Please print all the lines below exactly as they are written.

[Data section Boundary: Start]

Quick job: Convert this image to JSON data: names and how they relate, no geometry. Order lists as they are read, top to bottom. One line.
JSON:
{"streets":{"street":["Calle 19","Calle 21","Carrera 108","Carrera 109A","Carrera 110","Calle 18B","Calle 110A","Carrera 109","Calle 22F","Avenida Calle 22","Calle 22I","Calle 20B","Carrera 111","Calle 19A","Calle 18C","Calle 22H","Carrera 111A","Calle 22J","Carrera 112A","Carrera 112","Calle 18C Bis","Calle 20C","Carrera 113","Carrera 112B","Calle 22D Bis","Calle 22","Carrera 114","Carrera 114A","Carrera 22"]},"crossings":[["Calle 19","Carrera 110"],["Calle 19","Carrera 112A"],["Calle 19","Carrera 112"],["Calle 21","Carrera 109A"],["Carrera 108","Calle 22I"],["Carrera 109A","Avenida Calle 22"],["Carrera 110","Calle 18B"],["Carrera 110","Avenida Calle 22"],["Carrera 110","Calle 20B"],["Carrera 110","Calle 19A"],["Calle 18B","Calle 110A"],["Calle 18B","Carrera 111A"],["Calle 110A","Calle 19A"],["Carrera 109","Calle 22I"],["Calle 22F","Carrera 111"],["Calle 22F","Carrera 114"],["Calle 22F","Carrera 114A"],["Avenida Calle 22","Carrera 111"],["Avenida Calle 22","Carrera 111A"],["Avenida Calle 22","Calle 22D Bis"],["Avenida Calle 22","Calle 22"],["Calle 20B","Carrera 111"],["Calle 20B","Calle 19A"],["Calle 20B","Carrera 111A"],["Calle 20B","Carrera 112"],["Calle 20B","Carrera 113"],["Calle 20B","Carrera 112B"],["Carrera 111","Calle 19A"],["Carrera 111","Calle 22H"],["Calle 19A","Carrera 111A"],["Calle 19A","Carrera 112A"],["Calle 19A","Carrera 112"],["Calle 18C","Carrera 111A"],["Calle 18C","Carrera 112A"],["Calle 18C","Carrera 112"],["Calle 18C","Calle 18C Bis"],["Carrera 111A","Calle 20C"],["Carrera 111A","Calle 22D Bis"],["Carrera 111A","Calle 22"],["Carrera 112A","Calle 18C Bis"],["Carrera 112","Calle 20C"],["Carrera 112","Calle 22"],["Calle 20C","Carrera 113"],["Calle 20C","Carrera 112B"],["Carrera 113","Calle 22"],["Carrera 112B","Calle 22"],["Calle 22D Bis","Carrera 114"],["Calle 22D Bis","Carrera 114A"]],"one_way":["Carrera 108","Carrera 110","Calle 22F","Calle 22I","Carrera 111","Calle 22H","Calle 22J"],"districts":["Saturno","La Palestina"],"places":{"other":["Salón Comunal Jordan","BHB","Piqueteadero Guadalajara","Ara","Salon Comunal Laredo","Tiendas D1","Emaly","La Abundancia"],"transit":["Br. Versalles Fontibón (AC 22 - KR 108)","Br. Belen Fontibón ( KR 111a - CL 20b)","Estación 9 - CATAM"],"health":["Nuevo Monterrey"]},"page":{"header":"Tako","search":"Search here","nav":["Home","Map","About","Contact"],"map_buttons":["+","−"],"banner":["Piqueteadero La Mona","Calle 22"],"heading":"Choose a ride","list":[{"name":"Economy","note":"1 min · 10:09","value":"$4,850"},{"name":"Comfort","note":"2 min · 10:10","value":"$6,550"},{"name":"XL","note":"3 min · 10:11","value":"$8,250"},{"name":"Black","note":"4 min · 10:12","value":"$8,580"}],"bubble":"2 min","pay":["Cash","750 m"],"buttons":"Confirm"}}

[Data section Boundary: End]

Answer below:
Quick job: Convert this image to JSON data: names and how they relate, no geometry. Order lists as they are read, top to bottom. One line.
JSON:
{"streets":{"street":["Calle 19","Calle 21","Carrera 108","Carrera 109A","Carrera 110","Calle 18B","Calle 110A","Carrera 109","Calle 22F","Avenida Calle 22","Calle 22I","Calle 20B","Carrera 111","Calle 19A","Calle 18C","Calle 22H","Carrera 111A","Calle 22J","Carrera 112A","Carrera 112","Calle 18C Bis","Calle 20C","Carrera 113","Carrera 112B","Calle 22D Bis","Calle 22","Carrera 114","Carrera 114A","Carrera 22"]},"crossings":[["Calle 19","Carrera 110"],["Calle 19","Carrera 112A"],["Calle 19","Carrera 112"],["Calle 21","Carrera 109A"],["Carrera 108","Calle 22I"],["Carrera 109A","Avenida Calle 22"],["Carrera 110","Calle 18B"],["Carrera 110","Avenida Calle 22"],["Carrera 110","Calle 20B"],["Carrera 110","Calle 19A"],["Calle 18B","Calle 110A"],["Calle 18B","Carrera 111A"],["Calle 110A","Calle 19A"],["Carrera 109","Calle 22I"],["Calle 22F","Carrera 111"],["Calle 22F","Carrera 114"],["Calle 22F","Carrera 114A"],["Avenida Calle 22","Carrera 111"],["Avenida Calle 22","Carrera 111A"],["Avenida Calle 22","Calle 22D Bis"],["Avenida Calle 22","Calle 22"],["Calle 20B","Carrera 111"],["Calle 20B","Calle 19A"],["Calle 20B","Carrera 111A"],["Calle 20B","Carrera 112"],["Calle 20B","Carrera 113"],["Calle 20B","Carrera 112B"],["Carrera 111","Calle 19A"],["Carrera 111","Calle 22H"],["Calle 19A","Carrera 111A"],["Calle 19A","Carrera 112A"],["Calle 19A","Carrera 112"],["Calle 18C","Carrera 111A"],["Calle 18C","Carrera 112A"],["Calle 18C","Carrera 112"],["Calle 18C","Calle 18C Bis"],["Carrera 111A","Calle 20C"],["Carrera 111A","Calle 22D Bis"],["Carrera 111A","Calle 22"],["Carrera 112A","Calle 18C Bis"],["Carrera 112","Calle 20C"],["Carrera 112","Calle 22"],["Calle 20C","Carrera 113"],["Calle 20C","Carrera 112B"],["Carrera 113","Calle 22"],["Carrera 112B","Calle 22"],["Calle 22D Bis","Carrera 114"],["Calle 22D Bis","Carrera 114A"]],"one_way":["Carrera 108","Carrera 110","Calle 22F","Calle 22I","Carrera 111","Calle 22H","Calle 22J"],"districts":["Saturno","La Palestina"],"places":{"other":["Salón Comunal Jordan","BHB","Piqueteadero Guadalajara","Ara","Salon Comunal Laredo","Tiendas D1","Emaly","La Abundancia"],"transit":["Br. Versalles Fontibón (AC 22 - KR 108)","Br. Belen Fontibón ( KR 111a - CL 20b)","Estación 9 - CATAM"],"health":["Nuevo Monterrey"]},"page":{"header":"Tako","search":"Search here","nav":["Home","Map","About","Contact"],"map_buttons":["+","−"],"banner":["Piqueteadero La Mona","Calle 22"],"heading":"Choose a ride","list":[{"name":"Economy","note":"1 min · 10:09","value":"$4,850"},{"name":"Comfort","note":"2 min · 10:10","value":"$6,550"},{"name":"XL","note":"3 min · 10:11","value":"$8,250"},{"name":"Black","note":"4 min · 10:12","value":"$8,580"}],"bubble":"2 min","pay":["Cash","750 m"],"buttons":"Confirm"}}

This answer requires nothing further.